How are you – as a leader and as a company – contributing to your employee turnover? There is plenty that employers can do proactively to reduce potential turnover, yet many prefer to blame the new hires who “weren’t the right fit” instead of looking within the organization to find what could be done better.


But before you can even create actionable steps to improve retention, you first need to figure out exactly why employees are leaving your organization. And here’s a tip; WHEN they leave can offer valuable clues as to WHY they left.


According to data from WeCare Connect, the nation’s leading provider of employee surveys for the senior care industry, the overall average length of employment for senior care staff is 4.3 years. But what are the reasons that staff might leave sooner than that average? Interestingly, the reasons staff gave for leaving were completely different depending on their length of tenure.


Below are a few of the common stages when employees depart from an employer – and the reasons we’ve found as to why they make that decision.


Employee left the candidate pool

When a candidate leaves this early in the process, it usually means: They simply got a faster offer and wanted to start quickly. Or, your company’s reputation leaves something to be desired. Or, the candidate didn’t like what they saw during the interview process, be it the people they met or the actual process of interviewing.


Employee left in the first week

Being given unrealistic expectations is one of the biggest reasons why an employee would leave after just a week working for your company. Perhaps the job description didn’t match the work they were doing in their first days on the job or the job simply wasn’t what they anticipated. Another factor is often that the orientation process was not welcoming.
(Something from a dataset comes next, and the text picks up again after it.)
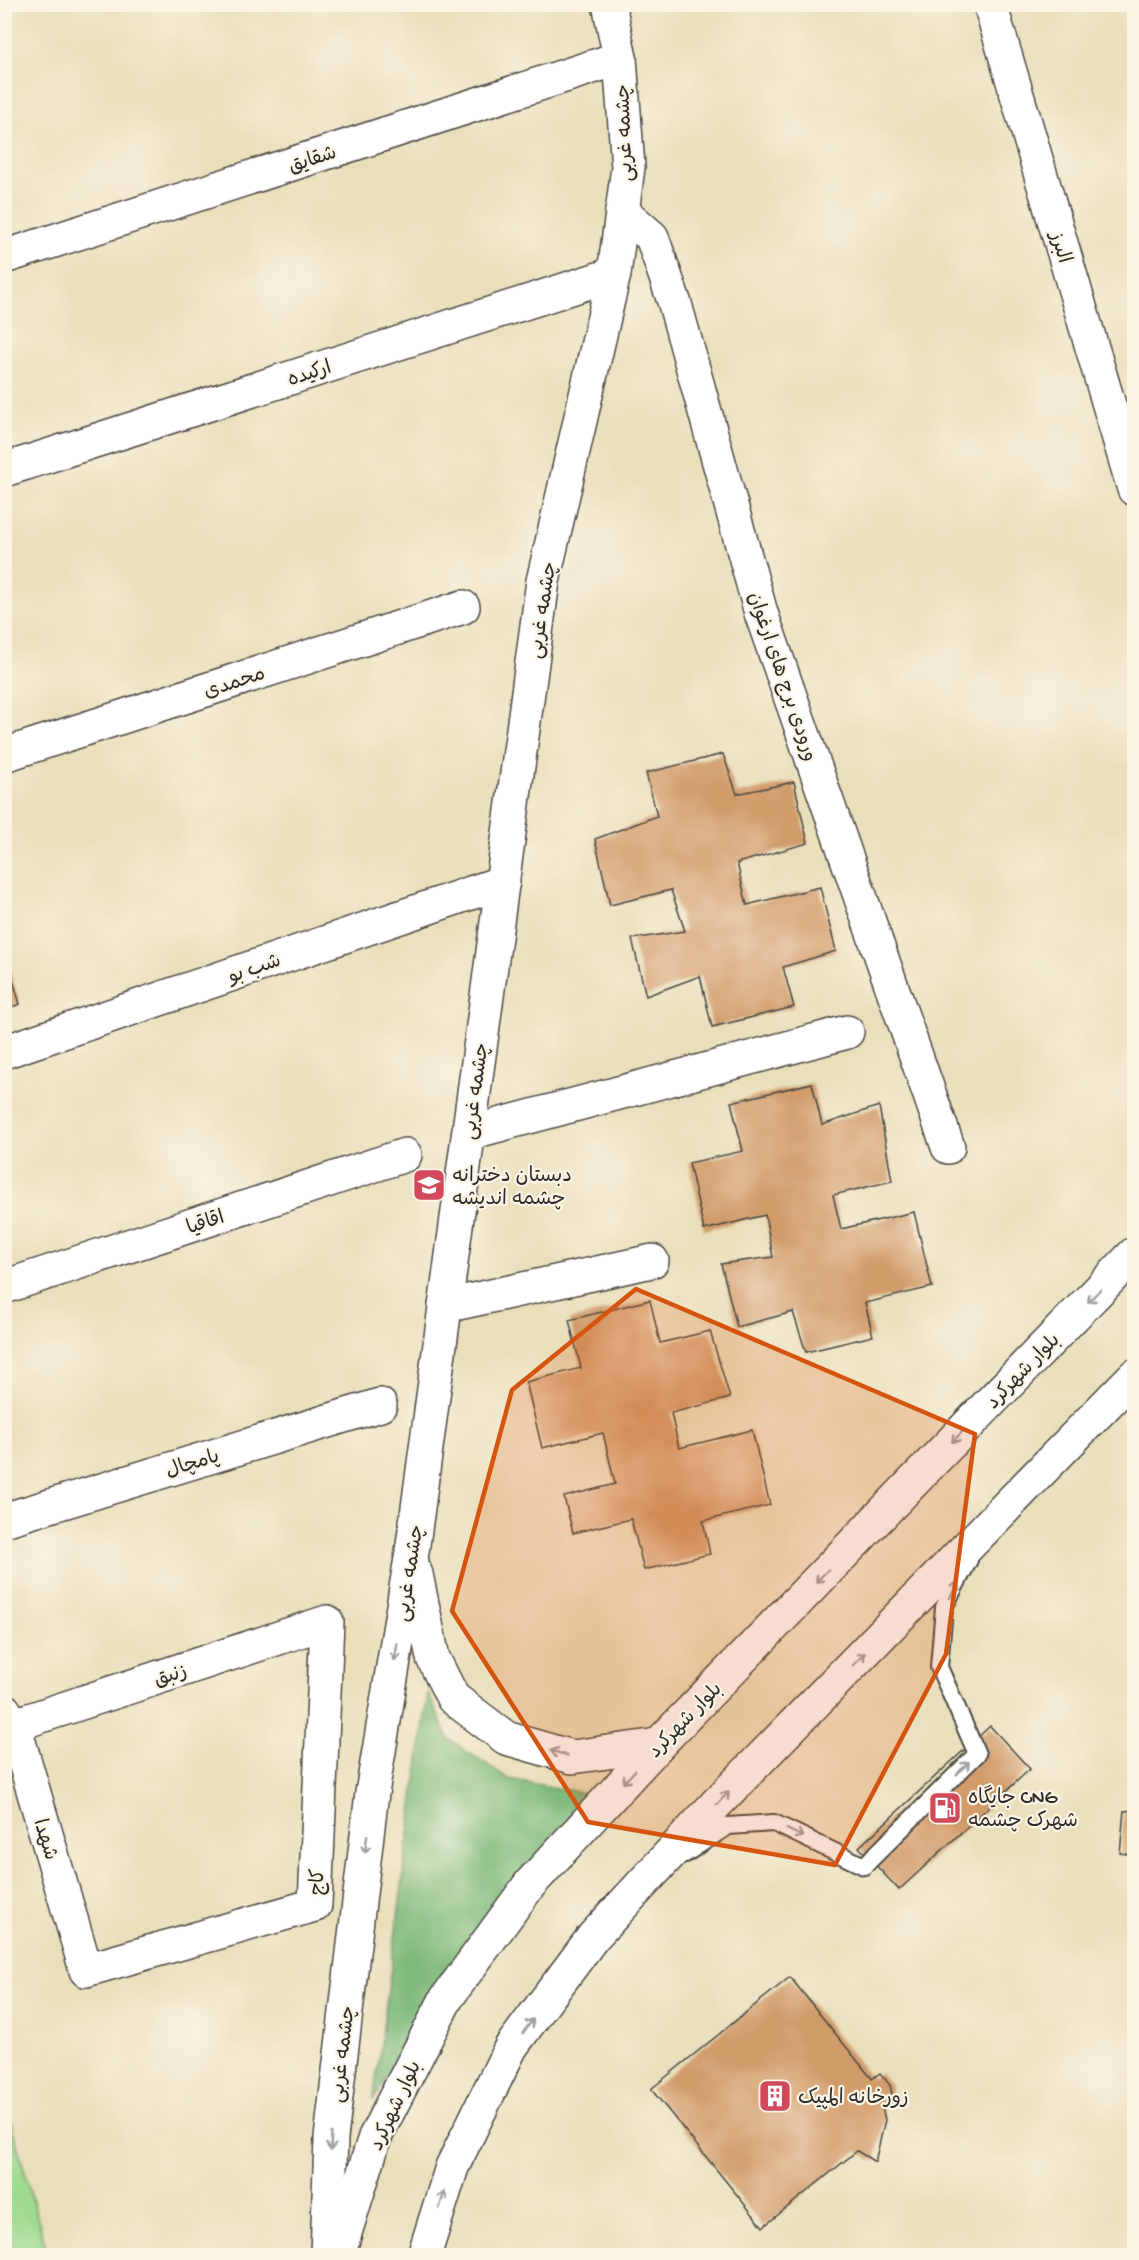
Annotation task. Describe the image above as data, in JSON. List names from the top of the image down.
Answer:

Or – this is a huge one – new-hire training was on only one side of a spectrum. Training was either completely overwhelming, or it was nonexistent/not enough. Either way, a new employee could feel like they’re drowning early if the training they receive isn’t effective.


Employee left in the first 30 days

The results of ineffective training extend past the first week on the job. Often, employees who haven’t been trained properly make mistakes or are disciplined for poor performance – and these can often contribute to why an employee leaves within their first month.


In addition, an unrealistic workload or bullying from the seasoned staff are also common reasons for employee departures around this timeframe.


Employee left in the first 3 months

When asked why they left employment, 28% of folks said that the reason they left was because the job was not quite what they expected or was not a great fit. This can easily happen if an employer spend a lot of time talking up a new position, but then effectively abandons the new hire once they’re in that role.


Are you thinking about how new employees should continue to be trained, not just in their first few days, but as an ongoing process? New training needs often pop up within a couple of months on the job, and if those needs aren’t addressed, employees will start looking elsewhere because you “set them up to fail” or didn’t communicate expectations clearly.